# [Task description]
Go through the records and report each line in which the word "then" occurs.

# [Material for this task]
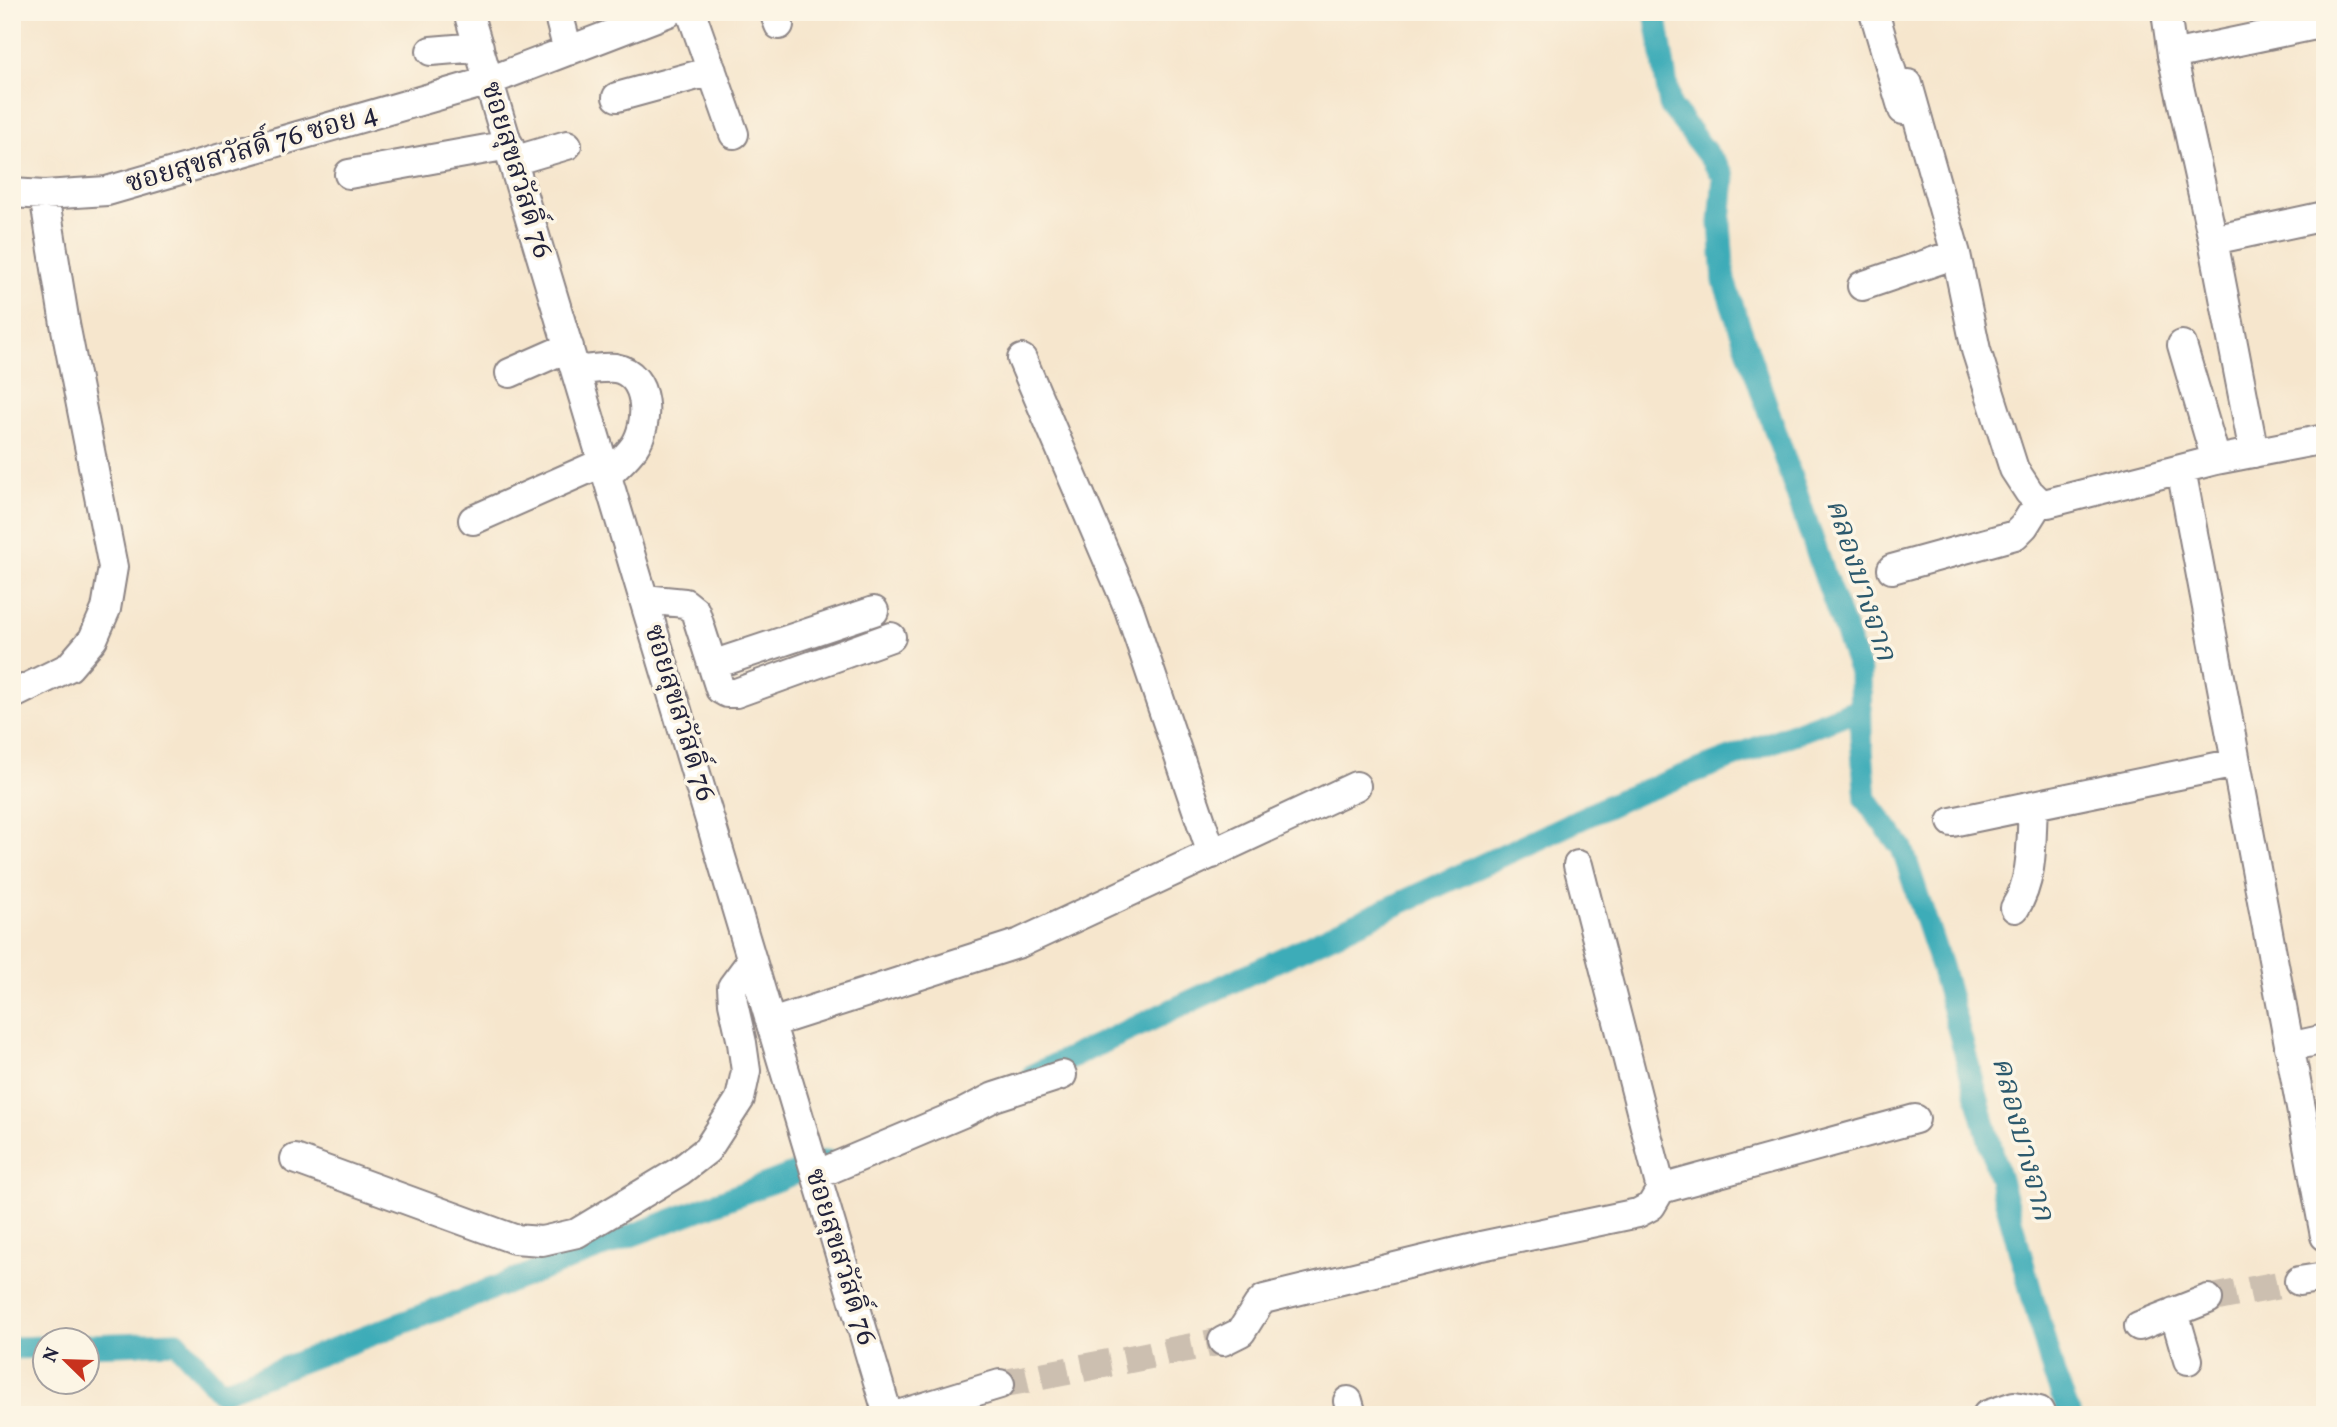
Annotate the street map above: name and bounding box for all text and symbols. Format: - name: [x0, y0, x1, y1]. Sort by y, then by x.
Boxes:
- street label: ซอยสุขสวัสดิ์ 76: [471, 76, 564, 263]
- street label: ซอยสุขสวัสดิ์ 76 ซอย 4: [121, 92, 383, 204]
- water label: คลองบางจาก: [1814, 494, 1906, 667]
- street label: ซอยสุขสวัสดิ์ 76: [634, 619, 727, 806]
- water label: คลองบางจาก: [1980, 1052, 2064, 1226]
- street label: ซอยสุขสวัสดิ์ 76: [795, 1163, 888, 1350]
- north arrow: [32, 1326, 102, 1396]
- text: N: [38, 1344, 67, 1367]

==

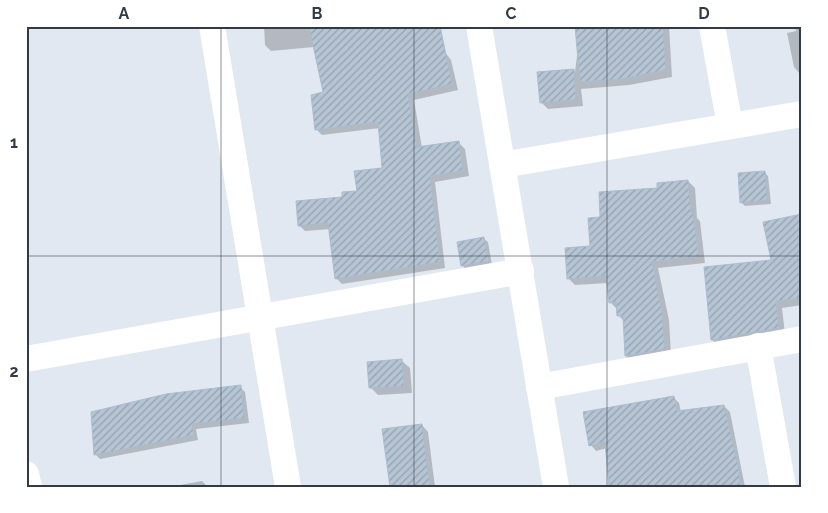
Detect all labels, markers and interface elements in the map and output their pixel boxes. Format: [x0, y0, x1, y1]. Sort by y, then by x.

# [Completed exercise]
Annotate the street map above: name and bounding box for all text and symbols. Format: - name: [x0, y0, x1, y1]. Sort by y, then by x.
Detect all labels, markers and interface elements in the map and output their pixel boxes. Format: [x0, y0, x1, y1]. Sort by y, then by x.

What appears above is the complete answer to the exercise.